LOVE LOVE LOVE OH MY GOOD I AM IN LOVE
-I have felt more connected than ever with people outside of the church.
I hate to even say this out loud, but I often felt like an "other" as a Mormon. It's common in the culture to see other religions as not having the full truth. So you can imagine that can lead to a feeling of separation for many reasons - even if it's only because you fear others feel awkward around you because your own beliefs suggest superiority. Not sure if anyone else has experienced this. Anyway, that feeling of awkward separation is gone for me. It's GONE! It feels very freeing! I feel more connected to humanity more than ever; more equal with everyone around me. (I still feel very connected to Mormons, too, of course. I guess the gates just feel more open in every direction.)
-I feel freer in my body.
Most faithful Mormons wear a set of white clothing underneath their regular clothing (it's a white top with short sleeves and bottoms that go to the knee). Without them, I feel lighter, as you can imagine. I feel more in tune with my body, with my feminine self, with my womanhood, with my own skin. This is what I feel now: I am enough. Me - and my body - and my spirit are enough for spiritual connection, even without the clothing. Also, some added bonuses: I feel prettier and more feminine when I get ready for bed with my husband. I don't have to worry about rashes - as for years I had rashes, which one astute doctor told me was due to so many tight layers. Packing for long trips requires much less clothing! Less laundry, too. And it's been delightful wearing some feminine under things. :) I have yet to shop for a black tie dress, but I can tell you already it's going to be a whole new world. Less tears at Bloomingdales, too. (Note: to those who wear garments and find it sacred - I know why you do and know that I do honor that part of your life. I do feel symbols can be beautiful.)
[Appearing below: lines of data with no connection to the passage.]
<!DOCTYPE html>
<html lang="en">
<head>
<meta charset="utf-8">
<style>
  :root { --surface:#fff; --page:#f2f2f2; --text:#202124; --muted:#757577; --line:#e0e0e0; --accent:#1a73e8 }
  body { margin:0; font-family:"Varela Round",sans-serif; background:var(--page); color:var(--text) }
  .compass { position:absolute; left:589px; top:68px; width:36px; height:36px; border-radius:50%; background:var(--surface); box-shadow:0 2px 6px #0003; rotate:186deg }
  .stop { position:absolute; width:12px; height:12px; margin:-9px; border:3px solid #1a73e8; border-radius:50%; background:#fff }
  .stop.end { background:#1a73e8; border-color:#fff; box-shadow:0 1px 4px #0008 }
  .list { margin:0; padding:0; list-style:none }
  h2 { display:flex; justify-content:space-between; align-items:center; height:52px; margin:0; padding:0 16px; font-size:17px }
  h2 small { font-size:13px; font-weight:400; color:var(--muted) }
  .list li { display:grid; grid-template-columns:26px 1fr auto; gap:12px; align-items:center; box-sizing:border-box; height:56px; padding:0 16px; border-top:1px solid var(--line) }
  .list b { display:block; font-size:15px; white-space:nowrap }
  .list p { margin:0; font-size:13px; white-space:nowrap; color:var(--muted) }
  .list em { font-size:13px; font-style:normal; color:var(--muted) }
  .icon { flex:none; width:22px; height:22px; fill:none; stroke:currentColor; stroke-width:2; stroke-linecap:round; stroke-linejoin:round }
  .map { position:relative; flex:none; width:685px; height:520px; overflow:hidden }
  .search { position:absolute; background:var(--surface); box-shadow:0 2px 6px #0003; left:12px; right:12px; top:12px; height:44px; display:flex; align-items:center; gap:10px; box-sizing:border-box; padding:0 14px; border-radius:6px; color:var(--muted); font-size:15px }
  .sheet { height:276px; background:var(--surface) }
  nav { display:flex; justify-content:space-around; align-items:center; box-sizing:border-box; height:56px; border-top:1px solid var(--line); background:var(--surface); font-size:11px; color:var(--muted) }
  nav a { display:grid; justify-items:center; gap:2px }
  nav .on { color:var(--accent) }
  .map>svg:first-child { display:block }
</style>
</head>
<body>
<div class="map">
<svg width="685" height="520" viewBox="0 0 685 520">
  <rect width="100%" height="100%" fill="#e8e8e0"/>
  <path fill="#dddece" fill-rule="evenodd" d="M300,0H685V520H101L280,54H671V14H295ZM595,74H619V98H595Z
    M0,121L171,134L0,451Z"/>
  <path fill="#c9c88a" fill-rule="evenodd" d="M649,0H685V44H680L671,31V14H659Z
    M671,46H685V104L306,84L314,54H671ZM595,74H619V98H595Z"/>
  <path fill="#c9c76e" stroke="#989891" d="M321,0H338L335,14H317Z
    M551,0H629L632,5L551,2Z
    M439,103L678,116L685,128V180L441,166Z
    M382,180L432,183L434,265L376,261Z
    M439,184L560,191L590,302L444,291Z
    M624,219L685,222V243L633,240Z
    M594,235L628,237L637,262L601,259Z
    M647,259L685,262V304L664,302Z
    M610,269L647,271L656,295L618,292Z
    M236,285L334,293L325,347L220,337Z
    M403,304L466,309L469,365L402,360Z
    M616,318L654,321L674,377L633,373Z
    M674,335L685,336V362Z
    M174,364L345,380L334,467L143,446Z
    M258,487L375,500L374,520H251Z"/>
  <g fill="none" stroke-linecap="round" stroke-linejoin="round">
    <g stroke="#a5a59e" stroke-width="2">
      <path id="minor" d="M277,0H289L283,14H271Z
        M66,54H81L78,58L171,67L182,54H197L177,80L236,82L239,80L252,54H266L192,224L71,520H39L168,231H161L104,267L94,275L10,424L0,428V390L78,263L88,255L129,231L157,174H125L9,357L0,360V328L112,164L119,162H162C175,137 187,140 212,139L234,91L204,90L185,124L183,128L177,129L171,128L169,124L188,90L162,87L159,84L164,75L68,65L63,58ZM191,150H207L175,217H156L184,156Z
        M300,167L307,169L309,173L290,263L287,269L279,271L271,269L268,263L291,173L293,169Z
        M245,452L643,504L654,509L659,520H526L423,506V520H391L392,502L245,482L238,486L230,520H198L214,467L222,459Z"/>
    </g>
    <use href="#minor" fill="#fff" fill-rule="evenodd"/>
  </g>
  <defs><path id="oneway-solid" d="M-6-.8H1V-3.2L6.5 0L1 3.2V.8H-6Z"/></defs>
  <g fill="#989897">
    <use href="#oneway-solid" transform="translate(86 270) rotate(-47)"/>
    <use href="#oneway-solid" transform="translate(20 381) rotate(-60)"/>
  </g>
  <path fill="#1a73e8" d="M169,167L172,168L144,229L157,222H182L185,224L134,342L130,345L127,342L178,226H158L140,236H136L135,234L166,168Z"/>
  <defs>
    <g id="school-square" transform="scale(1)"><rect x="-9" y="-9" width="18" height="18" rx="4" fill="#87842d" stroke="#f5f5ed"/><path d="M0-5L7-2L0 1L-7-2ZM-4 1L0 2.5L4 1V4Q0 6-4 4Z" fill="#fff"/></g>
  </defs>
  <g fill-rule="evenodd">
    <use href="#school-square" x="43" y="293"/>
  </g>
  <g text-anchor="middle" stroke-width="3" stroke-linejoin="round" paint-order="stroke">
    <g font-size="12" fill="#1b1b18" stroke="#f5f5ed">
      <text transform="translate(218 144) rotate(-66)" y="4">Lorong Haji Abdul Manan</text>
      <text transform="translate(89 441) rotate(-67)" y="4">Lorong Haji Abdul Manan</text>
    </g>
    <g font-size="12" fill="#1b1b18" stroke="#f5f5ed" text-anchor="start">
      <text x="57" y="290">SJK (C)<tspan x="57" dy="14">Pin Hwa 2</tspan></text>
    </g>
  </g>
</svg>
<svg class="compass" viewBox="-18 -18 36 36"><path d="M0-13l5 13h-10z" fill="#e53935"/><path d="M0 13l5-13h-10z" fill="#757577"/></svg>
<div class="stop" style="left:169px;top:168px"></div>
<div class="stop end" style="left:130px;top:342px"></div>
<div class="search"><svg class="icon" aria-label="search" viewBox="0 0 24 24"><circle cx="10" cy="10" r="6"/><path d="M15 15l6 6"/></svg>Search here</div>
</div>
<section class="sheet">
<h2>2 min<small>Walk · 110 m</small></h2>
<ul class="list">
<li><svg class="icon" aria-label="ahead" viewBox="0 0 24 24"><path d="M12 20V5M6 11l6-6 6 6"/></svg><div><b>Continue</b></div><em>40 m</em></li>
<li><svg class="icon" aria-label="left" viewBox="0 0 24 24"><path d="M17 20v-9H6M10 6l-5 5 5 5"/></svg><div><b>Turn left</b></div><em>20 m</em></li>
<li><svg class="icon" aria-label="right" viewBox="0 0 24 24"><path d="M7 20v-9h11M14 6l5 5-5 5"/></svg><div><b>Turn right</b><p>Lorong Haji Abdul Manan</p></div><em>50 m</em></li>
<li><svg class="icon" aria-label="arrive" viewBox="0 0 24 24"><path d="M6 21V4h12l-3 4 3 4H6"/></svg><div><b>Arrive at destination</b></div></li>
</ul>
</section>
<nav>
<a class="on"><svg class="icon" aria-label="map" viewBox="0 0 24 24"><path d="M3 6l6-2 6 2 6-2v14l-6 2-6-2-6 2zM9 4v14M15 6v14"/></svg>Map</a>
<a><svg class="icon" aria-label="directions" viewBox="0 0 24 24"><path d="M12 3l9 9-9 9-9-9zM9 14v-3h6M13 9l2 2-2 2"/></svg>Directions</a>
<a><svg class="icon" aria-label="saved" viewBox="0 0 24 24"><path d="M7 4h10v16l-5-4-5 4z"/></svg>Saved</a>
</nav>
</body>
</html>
-My voice feels stronger and freer.
I feel I can speak my truth according to my own censorship, not that of another. I had times in the church when my voice felt silenced. Or when I knew my words would not be welcomed as they weren't a part of the program. So now, I just feel free. I can support whom I want. I can share my opinions boldly. I can speak out against something if I desire. No other party has authority over me and my thoughts or my words. There is not the pressure to be found "worthy" by an outside party.
-I feel empowered on my spiritual path.
I feel limitless in my seeking of truth. I can explore anything - dive in deep - try something different. It's like the gates are open to many ideas, experiences, and philosophies. I want to keep exploring.
-I feel more connected to charitable efforts of my own choosing.
I grew up being taught to give 10% of my entire income to the church - and that tradition continued in my adult life until recently. I do love the tradition of giving - and it was beautiful to have that reminder to share what I have. Though it also came with drawbacks. For example, I often wouldn't give to outside needs because "I already gave 10% to the church." Anyway, it actually feels wonderful to go out and choose causes that I personally feel aligned with - and to be a part of the causes myself, if possible, with not only money, but time and talents.
-I have encountered a few who are sad for me (or Danny).
I know what that fear is like. I know that loss. I know that you might pray for me or Danny - so that I might come back to the Mormon church. If this helps at all - know that this path is beautiful to both of us. People are always evolving. We accept that and embrace the evolving spiritual path and don't fear it, but welcome it.
I share all of this with love - with great love for my experiences as a Mormon. Wouldn't change a thing. So grateful for it all - for every part of this beautiful experience called life.